世界地図で確かめるまでもなく、そして、その呼び名からも明らかなように、「アジア太平洋」地域での国際関係を広大な海洋の存在と切り離して考えることはできない。情報通信革命が急速な進歩を遂げている今日においても、海洋によって隔てられる物理的な距離がわれわれの眼前からなくなるわけではない。むしろ、海洋は、沿岸国にとっては領域の一部を構成し、また、排他的な権利を行使できる経済水域を提供する。
こうして世界を結ぶ海上交通路(シーレーン)は、公海と、各国の主権が行使される水域とが交錯するなかを通り抜けることになるが、領域の画定や資源の配分をめぐる未解決の問題は山積しており、紛争の潜在的要因となっている。
近年、海上での、あるいは船舶に関する犯罪・違法行為−海賊、海上テロ、麻薬や人間の密輸、違法操業、環境破壊など−も急増している。
さらに、海軍同士の信頼醸成や偶発的な衝突に対する予防や対策も重要視されている。これらはいずれも共通の安全保障の課題であり、地域としての取り組みが重要でありながら、必ずしも十分な手立てが講じられてきたとはいえない。
海洋安全保障をめぐる地域協力をCSCAPが重視していることは、まさにこうした背景によるものであり、作業部会としてはこれまでに「海洋協力に関するガイドライン」をCSCAPの政策提言である「メモランダム」としてまとめ、ASEAN地域フォーラム(ARF)に提出している。

今回は、アジア太平洋地域における①海洋安全保障状況の現状評価、②域内での具体的な海洋協力活動の経過報告、③「海上における法と秩序」に関する新メモランダム草案の検討、を中心に議論した。
第1の、域内での安全保障状況については北東アジア、東南アジア、南太平洋という三つのサブ地域についての分析があった。 北東アジア情勢について報告した中国が、いつも通りに二国間軍事同盟やTMD(戦域ミサイル防衛)構想を批判しながらも、北東アジアの概況としては緊張緩和と安定に向かっていることへの肯定的な評価をし、「対立や立場の相違が生じた場合、関係当事者は、武力の行使や威嚇をせず、あくまでも自制をし、協議と対話で解決をめざすべきである」との立場を強調していたことが印象的だった。 これは、中国として、主権と内政不干渉原則を盾にもっぱら自国への批判に抵抗するのではなく、実利主義にもとづいた柔軟な外交に取り組み、積極的に地域の海洋安全保障協力の推進(海軍間の交流や相互協力も言及されていた)にも努力する用意の表れとして注目された。このほか、東南アジアの文脈では当然に南シナ海の領有権問題が話題となったが、ここでも「地域行動規範」の早期作成がコンセンサスであった。
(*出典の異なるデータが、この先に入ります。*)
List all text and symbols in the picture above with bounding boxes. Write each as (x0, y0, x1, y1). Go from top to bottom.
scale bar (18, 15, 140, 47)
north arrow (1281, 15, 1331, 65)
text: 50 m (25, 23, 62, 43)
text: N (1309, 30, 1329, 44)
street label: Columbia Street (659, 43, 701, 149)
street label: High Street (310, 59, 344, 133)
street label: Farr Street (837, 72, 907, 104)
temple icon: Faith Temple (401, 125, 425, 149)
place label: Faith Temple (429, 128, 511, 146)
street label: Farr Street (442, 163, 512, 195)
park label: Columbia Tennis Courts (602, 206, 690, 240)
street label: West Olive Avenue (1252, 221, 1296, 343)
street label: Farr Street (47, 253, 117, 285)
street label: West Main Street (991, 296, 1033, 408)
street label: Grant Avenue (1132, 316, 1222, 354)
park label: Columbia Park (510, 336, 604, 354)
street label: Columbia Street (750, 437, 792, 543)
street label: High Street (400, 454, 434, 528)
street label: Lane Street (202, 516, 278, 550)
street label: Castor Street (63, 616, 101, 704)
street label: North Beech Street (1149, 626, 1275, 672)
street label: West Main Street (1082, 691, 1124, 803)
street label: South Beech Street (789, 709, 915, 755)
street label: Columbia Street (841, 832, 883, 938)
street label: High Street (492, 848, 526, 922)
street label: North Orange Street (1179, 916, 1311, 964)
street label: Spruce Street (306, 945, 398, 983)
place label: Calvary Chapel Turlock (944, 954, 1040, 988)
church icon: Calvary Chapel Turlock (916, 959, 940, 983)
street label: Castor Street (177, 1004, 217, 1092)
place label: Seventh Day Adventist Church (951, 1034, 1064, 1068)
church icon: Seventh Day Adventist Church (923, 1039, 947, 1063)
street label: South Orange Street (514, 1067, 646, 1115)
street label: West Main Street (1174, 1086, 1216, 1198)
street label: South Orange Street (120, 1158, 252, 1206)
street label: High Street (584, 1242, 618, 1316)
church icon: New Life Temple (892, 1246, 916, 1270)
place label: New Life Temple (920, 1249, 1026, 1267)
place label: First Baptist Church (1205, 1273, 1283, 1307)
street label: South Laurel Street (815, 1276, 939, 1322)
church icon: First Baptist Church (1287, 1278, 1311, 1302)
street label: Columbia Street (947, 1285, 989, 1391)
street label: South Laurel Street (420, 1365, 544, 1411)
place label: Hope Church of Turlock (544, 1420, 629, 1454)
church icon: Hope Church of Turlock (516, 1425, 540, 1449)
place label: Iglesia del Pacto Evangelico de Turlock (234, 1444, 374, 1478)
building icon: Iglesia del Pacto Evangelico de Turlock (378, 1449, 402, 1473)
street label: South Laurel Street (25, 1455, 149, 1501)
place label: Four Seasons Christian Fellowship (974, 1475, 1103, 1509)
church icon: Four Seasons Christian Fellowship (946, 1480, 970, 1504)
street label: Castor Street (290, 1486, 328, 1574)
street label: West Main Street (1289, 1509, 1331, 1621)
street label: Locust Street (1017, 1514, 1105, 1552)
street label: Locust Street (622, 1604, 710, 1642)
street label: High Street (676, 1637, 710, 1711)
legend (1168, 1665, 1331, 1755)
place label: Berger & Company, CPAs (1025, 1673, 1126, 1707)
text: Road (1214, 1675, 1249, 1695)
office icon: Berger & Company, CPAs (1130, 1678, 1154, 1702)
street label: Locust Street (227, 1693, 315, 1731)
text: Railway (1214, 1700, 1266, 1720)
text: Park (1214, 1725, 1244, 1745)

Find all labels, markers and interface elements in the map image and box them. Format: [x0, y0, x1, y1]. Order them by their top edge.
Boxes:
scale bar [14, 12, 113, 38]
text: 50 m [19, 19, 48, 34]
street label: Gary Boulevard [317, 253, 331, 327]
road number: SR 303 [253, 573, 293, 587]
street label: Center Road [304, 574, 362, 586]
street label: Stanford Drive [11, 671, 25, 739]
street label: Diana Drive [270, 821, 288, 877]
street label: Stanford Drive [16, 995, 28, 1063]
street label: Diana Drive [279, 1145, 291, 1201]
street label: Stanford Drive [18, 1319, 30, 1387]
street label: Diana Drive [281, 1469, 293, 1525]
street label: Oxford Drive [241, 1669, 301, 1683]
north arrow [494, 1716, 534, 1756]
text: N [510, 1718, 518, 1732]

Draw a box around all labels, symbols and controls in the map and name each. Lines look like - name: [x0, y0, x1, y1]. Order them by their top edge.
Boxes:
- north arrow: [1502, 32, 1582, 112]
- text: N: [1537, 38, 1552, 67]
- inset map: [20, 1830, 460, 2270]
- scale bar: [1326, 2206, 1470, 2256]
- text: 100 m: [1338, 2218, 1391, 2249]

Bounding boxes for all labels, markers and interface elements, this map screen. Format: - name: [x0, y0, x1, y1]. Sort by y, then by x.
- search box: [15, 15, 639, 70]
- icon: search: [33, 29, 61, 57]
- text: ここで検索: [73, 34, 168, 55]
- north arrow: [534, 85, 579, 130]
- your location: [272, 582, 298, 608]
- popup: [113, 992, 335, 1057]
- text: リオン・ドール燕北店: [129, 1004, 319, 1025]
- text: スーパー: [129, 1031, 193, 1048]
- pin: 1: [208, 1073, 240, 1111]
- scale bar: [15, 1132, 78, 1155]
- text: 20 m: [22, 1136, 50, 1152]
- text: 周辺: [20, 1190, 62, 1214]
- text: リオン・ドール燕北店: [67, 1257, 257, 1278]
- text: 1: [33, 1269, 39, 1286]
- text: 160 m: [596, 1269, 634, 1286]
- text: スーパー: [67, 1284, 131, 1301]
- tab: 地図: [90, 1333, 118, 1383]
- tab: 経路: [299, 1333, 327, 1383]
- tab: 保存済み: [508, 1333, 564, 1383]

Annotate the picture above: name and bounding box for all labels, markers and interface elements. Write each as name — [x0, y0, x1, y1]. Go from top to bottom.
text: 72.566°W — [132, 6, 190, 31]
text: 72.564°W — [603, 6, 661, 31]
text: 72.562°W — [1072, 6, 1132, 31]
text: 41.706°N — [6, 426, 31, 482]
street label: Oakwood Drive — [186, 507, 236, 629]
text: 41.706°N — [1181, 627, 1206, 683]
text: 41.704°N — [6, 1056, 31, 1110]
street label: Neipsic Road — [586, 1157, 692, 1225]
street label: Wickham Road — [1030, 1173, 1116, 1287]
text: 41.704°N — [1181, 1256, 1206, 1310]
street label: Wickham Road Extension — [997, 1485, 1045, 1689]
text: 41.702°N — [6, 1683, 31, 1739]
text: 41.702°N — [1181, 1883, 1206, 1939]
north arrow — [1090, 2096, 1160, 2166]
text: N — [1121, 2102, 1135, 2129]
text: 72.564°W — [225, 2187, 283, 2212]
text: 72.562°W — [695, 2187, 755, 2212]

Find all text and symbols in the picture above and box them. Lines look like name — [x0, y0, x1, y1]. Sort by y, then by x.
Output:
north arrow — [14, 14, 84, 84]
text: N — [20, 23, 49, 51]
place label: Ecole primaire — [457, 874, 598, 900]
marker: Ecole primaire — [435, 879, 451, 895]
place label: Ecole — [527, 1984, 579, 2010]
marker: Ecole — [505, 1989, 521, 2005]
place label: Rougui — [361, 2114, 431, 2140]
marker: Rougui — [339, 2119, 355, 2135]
第2の域内における海洋安全保障協力活動の経過についてだが、南シナ海ワークショップ、北東アジアの海軍協力、南太平洋における漁業管理、環境協力に向けた各国の取り組みが紹介された。わが国としても、本年3−4月に政府主催で海賊対策国際会議が開かれており、その成果を報告したところ、多くの高い評価が寄せられた。
第3のメモランダム草案については、前回、CSCAP国際犯罪作業部会との合同で開催された会合以来、草案作りが進められていたが、テクニカルな用語や表現の問題もあって、次回に継続して審議することとなった。
次回会合は、中国委員会が主催を快諾し、11月19−21日に北京で開催される。再び中国の積極姿勢がみられた場面だったが、CSCAPのメンバーでありながらこれまで本作業部会に参加したことのなかった北朝鮮からの専門家も招く方向で調整することも確認された。